= INSTRUCTIONS FOR THE TASK =
Please repeat exactly the lines below from the one containing "M865 636 859" down to the one containing "M7 1055C44 1077 83 1072 121 1056", both included, and nothing else.

= PROVIDED INFORMATION =
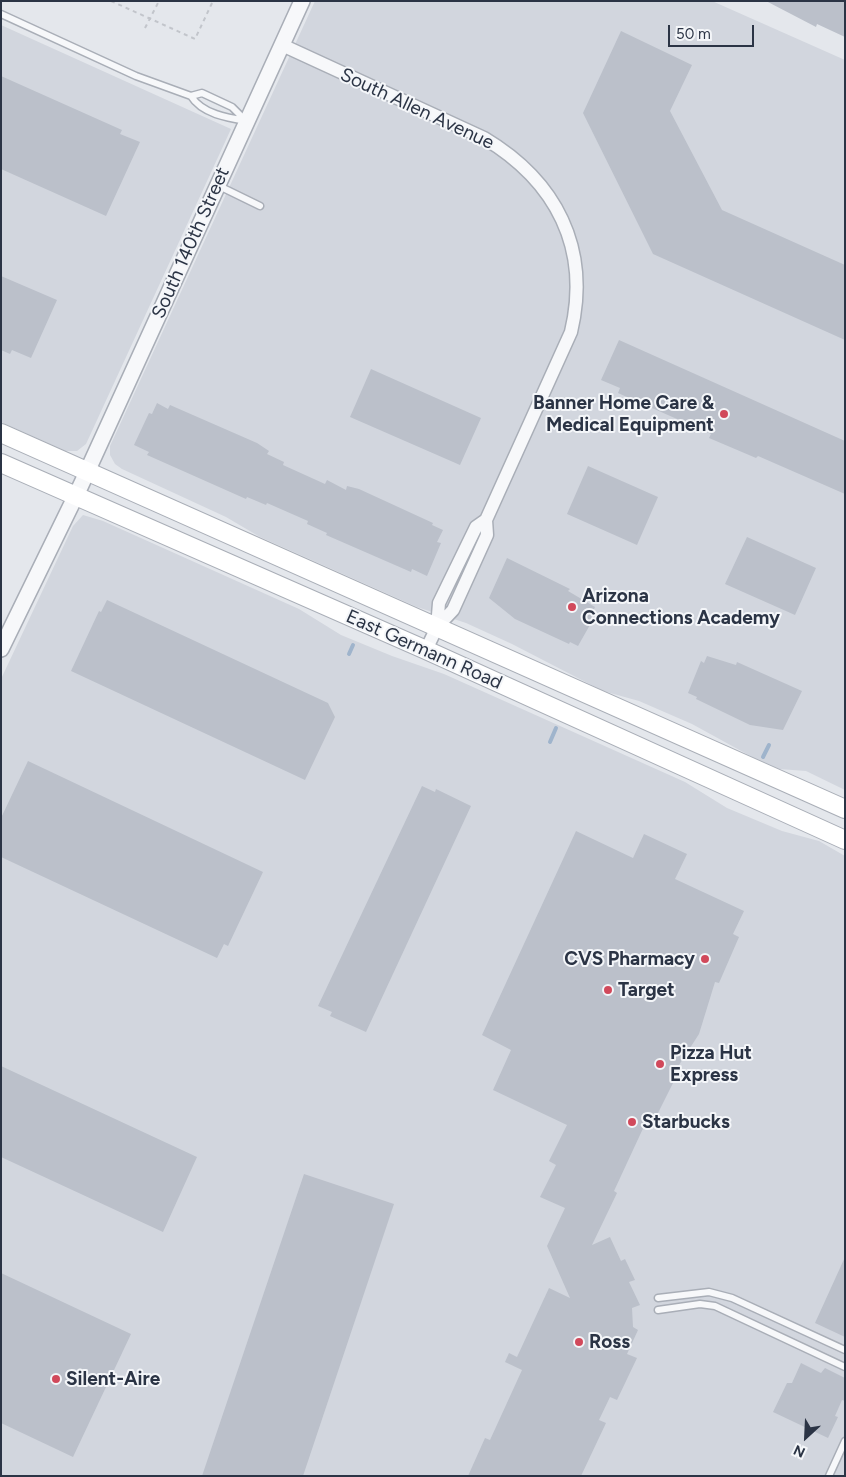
<!DOCTYPE html>
<style>
body{margin:0}
#map{position:relative;width:846px;height:1477px;overflow:hidden;background:#e4e7ec;font-family:Figtree,sans-serif}
canvas{display:block}
.frame{position:absolute;inset:0;border:2px solid #2b3445;pointer-events:none}
.north{position:absolute;left:781px;top:1412px;width:50px;height:50px;-webkit-text-stroke:4px #f4f6f9;paint-order:stroke;rotate:205deg;font-size:14px;font-weight:700;line-height:20px;text-align:center;color:#2b3445}
.north::after{content:'';display:block;margin:auto;width:18px;height:22px;background:#2b3445;clip-path:polygon(50% 0,100% 100%,50% 72%,0 100%)}
.scale{position:absolute;left:668px;top:25px;width:86px;height:22px;box-sizing:border-box;border:2px solid #2b3445;border-top:0;padding-left:6px;font-size:15px;line-height:18px;white-space:nowrap;color:#2b3445;-webkit-text-stroke:4px #f4f6f9;paint-order:stroke}
</style>
<div id="map">
<canvas width="846" height="1477"></canvas>
<div class="frame"></div>
<div class="north">N</div>
<div class="scale">50 m</div>
</div>
<script>
const g = document.querySelector('canvas').getContext('2d');
g.lineJoin = 'round';
function paint(path, color) { g.fillStyle = color; g.fill(path, 'evenodd'); }
function trace(path, color, width, dash) { g.strokeStyle = color; g.lineWidth = width; g.lineCap = dash ? 'butt' : 'round'; g.setLineDash(dash || []); g.stroke(path); }
function write(font, color, halo, rows, align = 'center') {
  g.font = font + ' Figtree,sans-serif'; g.lineWidth = 4; g.setLineDash([]); g.textBaseline = 'middle'; g.strokeStyle = halo; g.fillStyle = color; for (const [text, x, y, turn = 0] of rows) {
    g.save(); g.translate(x, y); g.rotate((+turn || 0) * Math.PI / 180); g.textAlign = isNaN(turn) ? turn : align; if (halo) g.strokeText(text, 0, 0); g.fillText(text, 0, 0); g.restore();
  }
}
const built = new Path2D(`
 M315 1H712L845 60V790L806 771 779 769 754 758 692 724 639 701 603 691 512 644 466 623 417 607 260 537 226 517 122 469 115 464 110 455V446Z
 M1 25 231 129 86 444 77 451H65L1 422Z
 M83 515 103 521 299 609 341 635 392 656 444 674 685 782 727 808 782 831 819 841 845 856V1476H1V679L73 526Z`);
const stream = new Path2D(`
 M349 654 353 645
 M550 742 556 728
 M763 757 769 745`);
const building = new Path2D(`
 M766 1H845V37L817 24 816 27Z
 M621 31 692 65 670 111 722 210 845 265V340L653 254 583 113Z
 M1 76 122 130 120 134 140 142 106 216 1 169Z
 M1 276 57 300 31 358 12 350 10 354 1 350Z
 M619 340 845 441V494L758 456 756 458 709 438 711 434 618 393 620 388 601 380Z
 M371 369 481 418 460 465 350 417Z
 M157 403 168 409 170 405 257 443 269 451 267 454 284 462 283 465 325 484 327 480 346 490 347 486 359 489 433 523 432 525 443 530 437 542 441 543 427 576 412 569 411 572 326 535 327 533 307 524 308 521 267 503 266 505 247 497 246 499 147 455 149 452 134 445 149 413 152 414Z
 M588 466 658 497 637 545 567 514Z
 M747 537 816 568 795 615 725 584Z
 M507 558 570 589 568 591 595 607 592 614 595 616 578 646 570 642 569 644 515 619 489 598Z
 M107 600 328 703 335 717 305 780 71 671 99 611 101 612Z
 M707 656 736 665 737 662 802 691 783 730 750 725 696 699 697 697 688 693 701 661 704 663Z
 M28 761 263 872 228 946 224 944 217 958 1 857V818Z
 M422 786 435 792 436 789 471 806 366 1032 330 1016 332 1012 318 1006Z
 M576 831 633 858 644 834 687 854 675 879 744 911 733 934 739 937 719 983 715 982 699 1034 670 1079 674 1081 652 1125 646 1122 614 1191 617 1193 592 1245 610 1237 621 1261 625 1259 635 1280 629 1282 640 1305 632 1308 633 1327 638 1330 627 1354 637 1358 617 1400 610 1397 599 1420 606 1423 581 1476H468L485 1438 490 1440 522 1370 505 1362 509 1353 517 1357 549 1288 570 1298 547 1246 565 1208 540 1197 556 1165 549 1161 567 1125 493 1090 511 1050 482 1035Z
 M1 1066 197 1157 163 1232 1 1157Z
 M304 1174 394 1204 303 1476H202Z
 M845 1257V1337L815 1323Z
 M1 1273 131 1334 73 1457 1 1423Z
 M801 1363 821 1373 825 1368 845 1378V1401L842 1400 835 1416 838 1417 828 1438 773 1412 787 1383H792Z`);
const path = new Path2D(`
 M111 1 195 39 213 1
 M145 28 159 1`);
const service = new Path2D(`
 M1 14 136 76 191 96 202 93 232 107 246 121
 M191 96C202 114 228 118 247 121
 M219 186 260 206
 M658 1298 709 1292 732 1298 845 1350
 M658 1310 700 1304 715 1306 845 1367
 M829 1476 845 1441`);
const minor = new Path2D(`
 M282 45 484 138C556 181 591 248 571 332L486 520 487 535 453 610 437 627 426 650
 M437 627 439 603 476 527 486 520`);
const tertiary = new Path2D(`
 M1 649 81 485 302 1`);
const secondary = new Path2D(`
 M1 433 845 809
 M1 463 426 650 845 840`);
const markers = [
 [724,414,5,"#d1495b"],
 [572,607,5,"#d1495b"],
 [705,959,5,"#d1495b"],
 [608,990,5,"#d1495b"],
 [660,1064,5,"#d1495b"],
 [632,1122,5,"#d1495b"],
 [579,1342,5,"#d1495b"],
 [56,1379,5,"#d1495b"]
];
const streetNames = [
 ["South Allen Avenue",417,109,25],
 ["South 140th Street",191,243,-66],
 ["East Germann Road",424,650,24]
];
const poiNames = [
 ["Banner Home Care &",714,403,"right"],
 ["Medical Equipment",714,425,"right"],
 ["Arizona",582,596],
 ["Connections Academy",582,618],
 ["CVS Pharmacy",695,959,"right"],
 ["Target",618,990],
 ["Pizza Hut",670,1053],
 ["Express",670,1075],
 ["Starbucks",642,1122],
 ["Ross",589,1342],
 ["Silent-Aire",66,1379]
];
paint(built, '#d2d6de');
trace(stream, '#9fb4cc', 4);
paint(building, '#bbc0ca');
trace(service, '#a9aeb7', 9);
trace(minor, '#a9aeb7', 15);
trace(tertiary, '#a9aeb7', 18);
trace(secondary, '#a9aeb7', 20);
trace(path, '#c2c5cb', 2, [4, 4]);
trace(service, '#f7f8fa', 6);
trace(minor, '#f7f8fa', 12);
trace(tertiary, '#f7f8fa', 15);
trace(secondary, '#fff', 18);
for (const [x, y, r, color] of markers) { const dot = new Path2D(); dot.arc(x, y, r, 0, 2 * Math.PI); g.fillStyle = color; g.fill(dot); trace(dot, '#f4f6f9', 2); }
write('19px', '#2b3445', '#f4f6f9', streetNames);
write('bold 19px', '#2b3445', '#f4f6f9', poiNames, 'left');
</script>
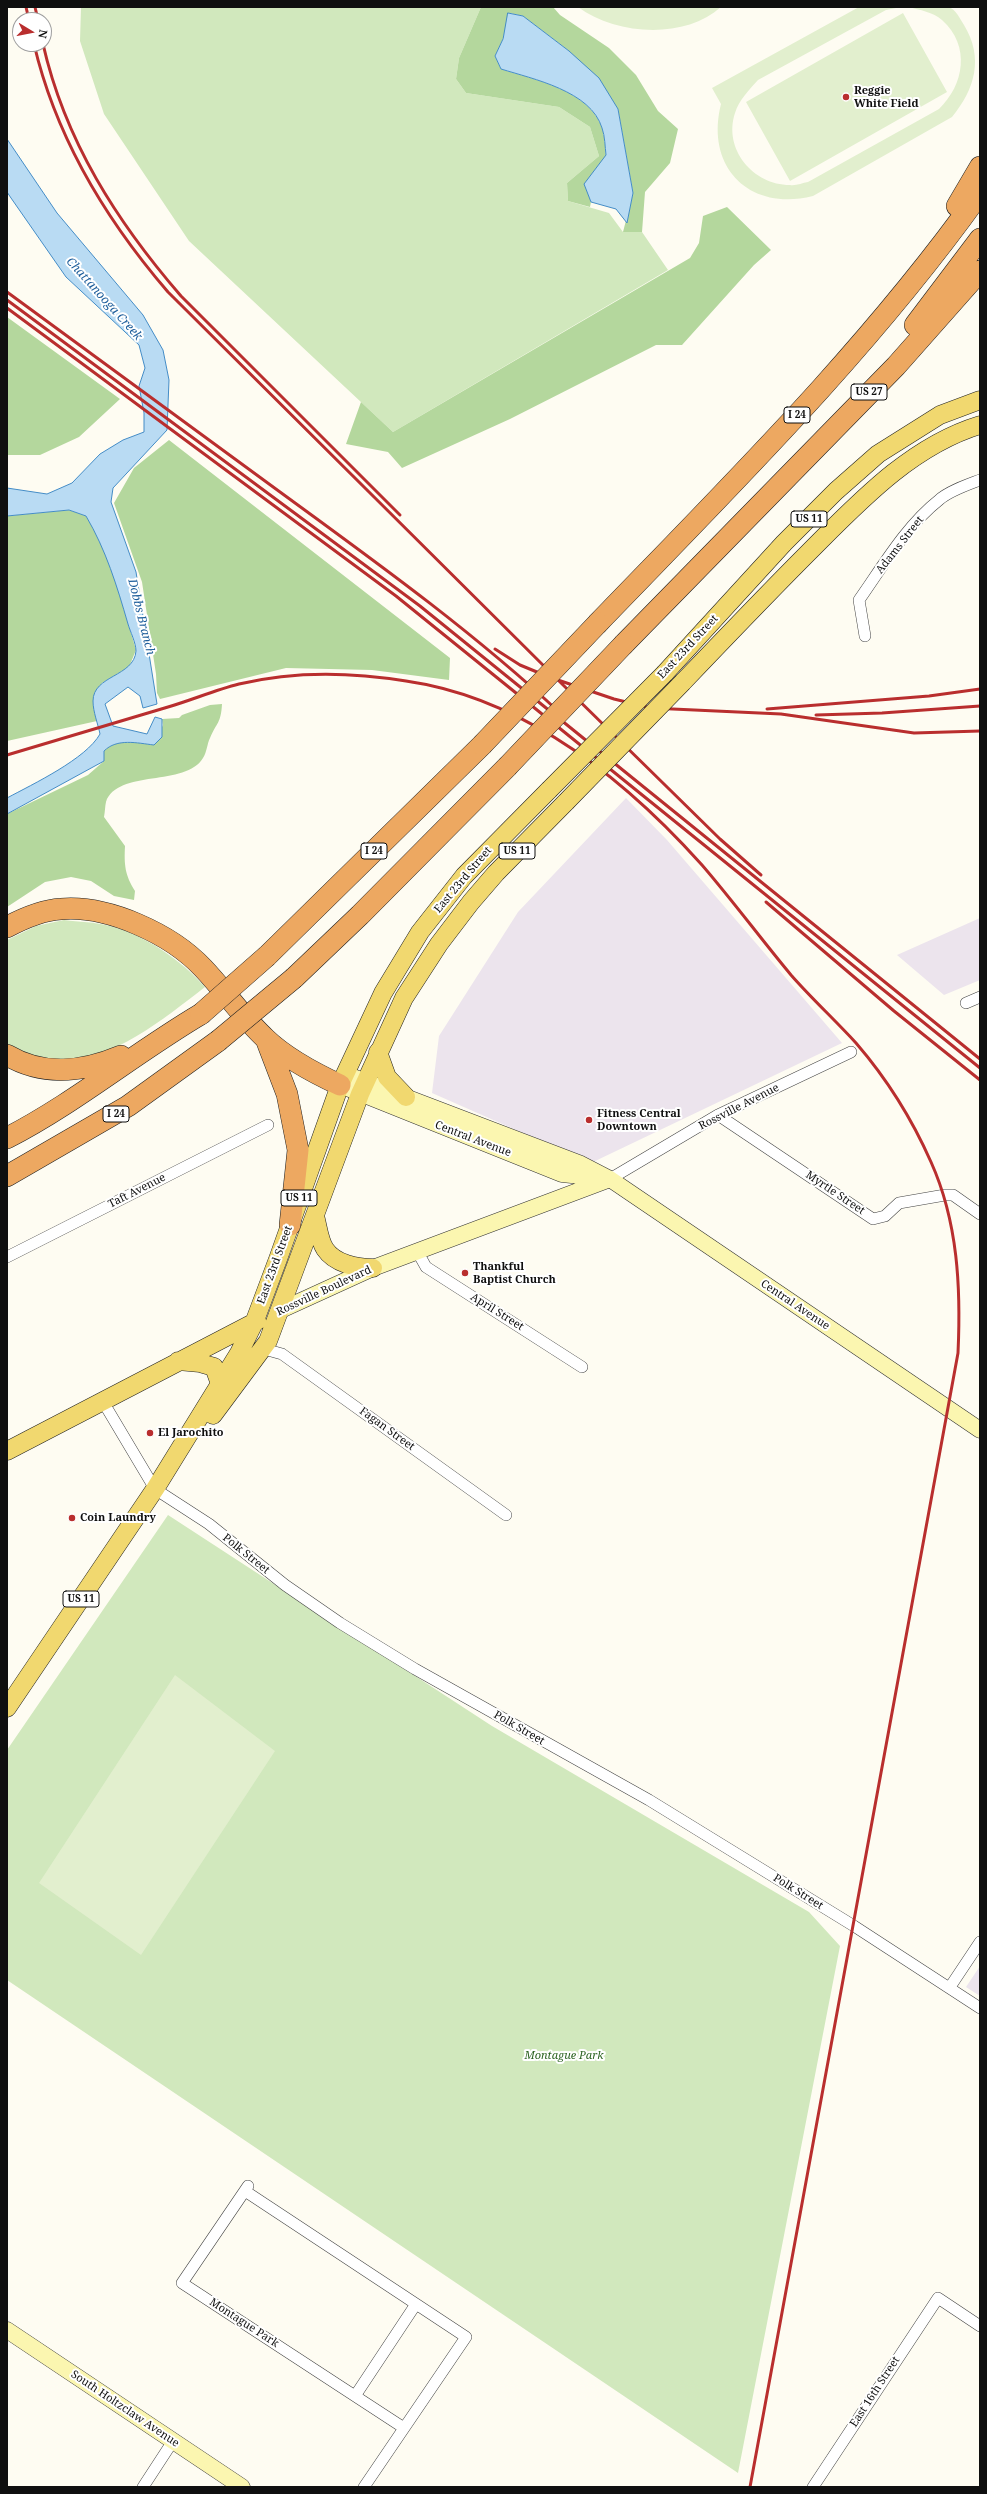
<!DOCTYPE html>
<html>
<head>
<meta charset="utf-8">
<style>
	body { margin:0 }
	#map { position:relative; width:987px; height:2494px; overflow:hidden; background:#fefcf2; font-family:"Noto Serif",serif }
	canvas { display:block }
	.frame { position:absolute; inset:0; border:8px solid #0f0f0f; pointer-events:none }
	.north { position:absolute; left:12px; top:12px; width:40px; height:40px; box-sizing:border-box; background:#fff; border:1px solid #9f9f9f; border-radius:50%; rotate:100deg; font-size:11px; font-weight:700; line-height:16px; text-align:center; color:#0f0f0f }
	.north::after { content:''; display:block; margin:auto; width:14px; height:18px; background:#b92e2e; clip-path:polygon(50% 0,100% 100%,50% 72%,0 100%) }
</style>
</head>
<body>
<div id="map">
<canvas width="987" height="2494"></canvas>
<div class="frame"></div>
<div class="north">N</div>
</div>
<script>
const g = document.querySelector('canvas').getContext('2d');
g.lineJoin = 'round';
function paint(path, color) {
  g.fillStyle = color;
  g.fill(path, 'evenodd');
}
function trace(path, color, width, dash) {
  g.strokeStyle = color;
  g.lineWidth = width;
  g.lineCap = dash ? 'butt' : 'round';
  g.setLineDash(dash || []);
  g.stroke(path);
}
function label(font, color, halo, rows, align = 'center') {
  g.font = font + ' "Noto Serif",serif';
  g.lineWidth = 4;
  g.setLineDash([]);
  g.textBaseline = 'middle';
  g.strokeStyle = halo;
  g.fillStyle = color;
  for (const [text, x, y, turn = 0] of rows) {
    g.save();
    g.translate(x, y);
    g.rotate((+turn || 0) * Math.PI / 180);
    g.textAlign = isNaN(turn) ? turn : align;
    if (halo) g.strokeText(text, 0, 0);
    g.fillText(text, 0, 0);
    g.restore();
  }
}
paint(new Path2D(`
	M626 798 667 840 842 1043 591 1163 432 1093 439 1036 518 912Z
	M980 918V980L944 995 897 955Z
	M980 1966V1996L966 1987Z`), '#ece4ed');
paint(new Path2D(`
	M81 7H481L459 58 456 79 466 93 559 107 590 127 599 156 567 183 568 201 609 213 623 232H642L668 270 393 432 189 241 104 114 80 41Z
	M64 920C79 922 95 922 110 926 145 935 181 960 205 987 149 1030 79 1090 7 1045V940L36 926Z
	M168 1515 492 1726 809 1912 840 1946 738 2473 7 1980V1750Z`), '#d1e8bd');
paint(new Path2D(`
	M481 7H553L560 15 609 48 636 75 658 111 678 129 670 163 645 192 642 232H623L633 193 618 109 569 51 523 16 509 13 503 39 495 56 501 69C533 79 591 91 602 128 605 137 605 147 606 156L585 184 591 202 590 207 568 201 567 183 599 156 590 127 559 107 466 93 456 79 459 58Z
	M727 207 771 250 754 265 682 345H656L510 419 402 468 388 452 346 444 361 402 393 432 690 258 699 243 703 216Z
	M7 317 120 399 79 437 40 455H7Z
	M169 440 450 658 449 680 372 670 286 668 160 699 157 693 156 674 142 582 114 503 134 468Z
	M69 510 86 516 102 543 113 572 136 650 129 667 102 683 93 703 97 721 7 741V516Z
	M222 704C221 723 217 722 210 738 207 744 207 752 203 758 186 787 117 769 106 802 105 806 105 812 104 817L125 846C124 865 125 875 135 891L134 900 114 896 91 881 71 877 45 882 7 907V814L88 775 104 761V751C117 738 137 743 154 745L163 725 162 719 179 718 182 715 210 705Z`), '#b4d79d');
paint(new Path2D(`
	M578 7H721C684 40 616 35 578 7Z
	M859 7H901L886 10 758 80C749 90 739 100 735 113 723 149 753 185 790 185 796 186 802 183 808 182L939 109C964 85 971 46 942 20 933 12 920 10 908 7 920 7 937 4 948 7 956 9 960 19 964 25 984 58 975 89 952 117L813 196C749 212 705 167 721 104L712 88Z
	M903 13 947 92 790 181 746 102Z
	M175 1675 275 1751 141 1955 39 1883Z`), '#e2efce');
const water = new Path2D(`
	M508 13 523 16 569 51 599 78 618 109 633 193 627 223 616 209 591 202 584 184 606 155C605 147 605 136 602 128 591 91 533 79 501 69L495 56 503 39Z
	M7 139 57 213 143 315 163 350 169 380 167 430 113 488 111 502 136 572 157 704 143 708 140 696 128 687 105 704 113 726 147 734 155 717 162 719V737L154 745C137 743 117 738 104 751V761L7 814V798C33 784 86 759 100 734 98 724 93 712 93 701 93 675 134 677 136 651 136 643 130 631 128 624 117 586 106 550 86 516L69 510 7 516V488L47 494 72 483 100 454 123 440 144 432V413L139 386 145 368 139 345 66 277 11 198 7 192Z`);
paint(water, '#b9dbf3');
trace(water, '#448cc6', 1);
const minor = new Path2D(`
	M865 636 859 600C883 566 906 526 939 500 949 491 967 485 980 480
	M966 1003 980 997
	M718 1115 873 1219 885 1216 899 1203 945 1195H953L980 1214
	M610 1179 718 1115 851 1052
	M417 1251 426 1267 582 1367
	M7 1257 268 1125
	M264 1349 282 1354 506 1515
	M102 1400 155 1489 209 1524 285 1585 340 1623 415 1669 649 1800 854 1926 980 2008
	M950 1987 980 1942
	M248 2186 182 2283 404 2428
	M245 2191 466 2337 364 2487
	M355 2396 416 2304
	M143 2487 173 2441
	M813 2487 938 2298 980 2326`);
const secondary = new Path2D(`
	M345 1074 581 1164 610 1179 980 1430
	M340 1085 562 1174 601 1178
	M281 1310 373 1268 610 1179
	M7 2330 242 2487`);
const primary = new Path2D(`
	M665 673 784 543 836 491 878 454 940 415 980 400
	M683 682C725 638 767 594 809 552 859 502 911 446 980 425
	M378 1052 387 1077 406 1097
	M315 1216C318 1226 319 1240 325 1249 335 1264 357 1268 373 1268
	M178 1361 200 1363 214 1367 220 1384
	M213 1415 268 1341 360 1094 404 998 439 944 471 902 496 873 566 802
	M7 1451 257 1321
	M7 1708 155 1489 239 1353 254 1323 278 1259 340 1085 383 993 420 932 464 876 549 790`);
const motorway = new Path2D(`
	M957 206 980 167
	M915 325 980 239
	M598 623C731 485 868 350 980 193
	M624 644 896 366 980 271
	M7 927C24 918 42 910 61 909 108 905 171 934 203 968 225 991 243 1018 266 1039 287 1059 314 1073 340 1085
	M267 956 482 745
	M294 978 360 915 507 767
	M266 1039 287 1094 298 1150 290 1225
	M7 1055C44 1077 83 1072 121 1056
	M7 1138C75 1103 135 1053 201 1014
	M7 1176 128 1106 218 1041`);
trace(minor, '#424242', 12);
trace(secondary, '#313131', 17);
trace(primary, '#202020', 19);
trace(motorway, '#202020', 22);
trace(minor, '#fff', 11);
trace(secondary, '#fbf6b0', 16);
trace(primary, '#f1d86f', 18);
trace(motorway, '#eda861', 21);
trace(new Path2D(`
	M26 7 29 20
	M35 7 38 20
	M34 44C56 138 106 220 168 292L558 680 720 839 761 875
	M43 44C65 141 117 222 181 296L400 515
	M7 292C98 359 189 426 280 492 376 562 472 631 559 712
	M7 300 420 606 980 1059
	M7 308 396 596 980 1068
	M495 649 520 665 549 677 614 699 651 708 781 714 914 733 980 731
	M767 709 929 696 980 689
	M816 715 882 713 980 706
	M7 755C61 739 114 723 168 707 192 700 215 690 239 684 293 671 351 672 406 681 524 698 624 778 702 865 733 901 761 939 791 975 812 999 835 1020 856 1043 887 1079 912 1119 931 1162 958 1222 961 1288 958 1353L750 2487
	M766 902 894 1011 980 1080`), '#b92e2e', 3);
const primaryBridge = new Path2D(`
	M549 790 665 673
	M566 802 683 682`);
const motorwayBridge = new Path2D(`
	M482 745 598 623
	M507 767 624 644
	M201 1014 267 956
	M218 1041 294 978`);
trace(primaryBridge, '#202020', 19, []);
trace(motorwayBridge, '#202020', 22, []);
trace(primaryBridge, '#f1d86f', 18);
trace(motorwayBridge, '#eda861', 21);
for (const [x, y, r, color] of [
	[846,97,4,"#b92e2e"],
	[589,1120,4,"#b92e2e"],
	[465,1273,4,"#b92e2e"],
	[150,1433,4,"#b92e2e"],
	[72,1518,4,"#b92e2e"]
]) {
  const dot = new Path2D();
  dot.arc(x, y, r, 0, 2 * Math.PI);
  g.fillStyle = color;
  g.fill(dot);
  trace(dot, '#fff', 1.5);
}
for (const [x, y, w] of [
	[869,392,36],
	[797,415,26],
	[809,519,36],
	[374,851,26],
	[517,851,36],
	[116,1114,26],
	[299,1198,36],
	[81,1599,36]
]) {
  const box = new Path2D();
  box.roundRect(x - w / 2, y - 8, w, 16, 3);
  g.fillStyle = '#fff';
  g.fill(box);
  trace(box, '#0f0f0f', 1);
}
label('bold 10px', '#0f0f0f', null, [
	["US 27",869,392],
	["I 24",797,415],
	["US 11",809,519],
	["I 24",374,851],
	["US 11",517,851],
	["I 24",116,1114],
	["US 11",299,1198],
	["US 11",81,1599]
]);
label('bold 11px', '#0f0f0f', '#fff', [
	["Reggie",854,91],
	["White Field",854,104],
	["Fitness Central",597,1114],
	["Downtown",597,1127],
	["Thankful",473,1267],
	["Baptist Church",473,1280],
	["El Jarochito",158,1433],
	["Coin Laundry",80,1518]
], 'left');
label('11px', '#0f0f0f', '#fff', [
	["Adams Street",900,545,-52],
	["East 23rd Street",688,647,-47],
	["East 23rd Street",463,880,-50],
	["Rossville Avenue",739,1107,-27],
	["Central Avenue",473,1139,21],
	["Taft Avenue",137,1191,-27],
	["Myrtle Street",835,1193,34],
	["East 23rd Street",275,1265,-70],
	["Rossville Boulevard",324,1291,-25],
	["Central Avenue",795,1305,34],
	["April Street",497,1312,32],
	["Fagan Street",387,1429,36],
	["Polk Street",246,1554,39],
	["Polk Street",519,1728,30],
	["Polk Street",798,1892,32],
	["Montague Park",244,2323,33],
	["East 16th Street",875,2392,-57],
	["South Holtzclaw Avenue",125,2409,34]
]);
label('italic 11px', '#2d6422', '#fff', [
	["Montague Park",564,2056]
]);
label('italic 12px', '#1e5e9b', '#fff', [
	["Chattanooga Creek",104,299,48],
	["Dobbs Branch",141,617,76]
]);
</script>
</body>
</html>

= SOLUTION TO THE EXERCISE =
	M865 636 859 600C883 566 906 526 939 500 949 491 967 485 980 480
	M966 1003 980 997
	M718 1115 873 1219 885 1216 899 1203 945 1195H953L980 1214
	M610 1179 718 1115 851 1052
	M417 1251 426 1267 582 1367
	M7 1257 268 1125
	M264 1349 282 1354 506 1515
	M102 1400 155 1489 209 1524 285 1585 340 1623 415 1669 649 1800 854 1926 980 2008
	M950 1987 980 1942
	M248 2186 182 2283 404 2428
	M245 2191 466 2337 364 2487
	M355 2396 416 2304
	M143 2487 173 2441
	M813 2487 938 2298 980 2326`);
const secondary = new Path2D(`
	M345 1074 581 1164 610 1179 980 1430
	M340 1085 562 1174 601 1178
	M281 1310 373 1268 610 1179
	M7 2330 242 2487`);
const primary = new Path2D(`
	M665 673 784 543 836 491 878 454 940 415 980 400
	M683 682C725 638 767 594 809 552 859 502 911 446 980 425
	M378 1052 387 1077 406 1097
	M315 1216C318 1226 319 1240 325 1249 335 1264 357 1268 373 1268
	M178 1361 200 1363 214 1367 220 1384
	M213 1415 268 1341 360 1094 404 998 439 944 471 902 496 873 566 802
	M7 1451 257 1321
	M7 1708 155 1489 239 1353 254 1323 278 1259 340 1085 383 993 420 932 464 876 549 790`);
const motorway = new Path2D(`
	M957 206 980 167
	M915 325 980 239
	M598 623C731 485 868 350 980 193
	M624 644 896 366 980 271
	M7 927C24 918 42 910 61 909 108 905 171 934 203 968 225 991 243 1018 266 1039 287 1059 314 1073 340 1085
	M267 956 482 745
	M294 978 360 915 507 767
	M266 1039 287 1094 298 1150 290 1225
	M7 1055C44 1077 83 1072 121 1056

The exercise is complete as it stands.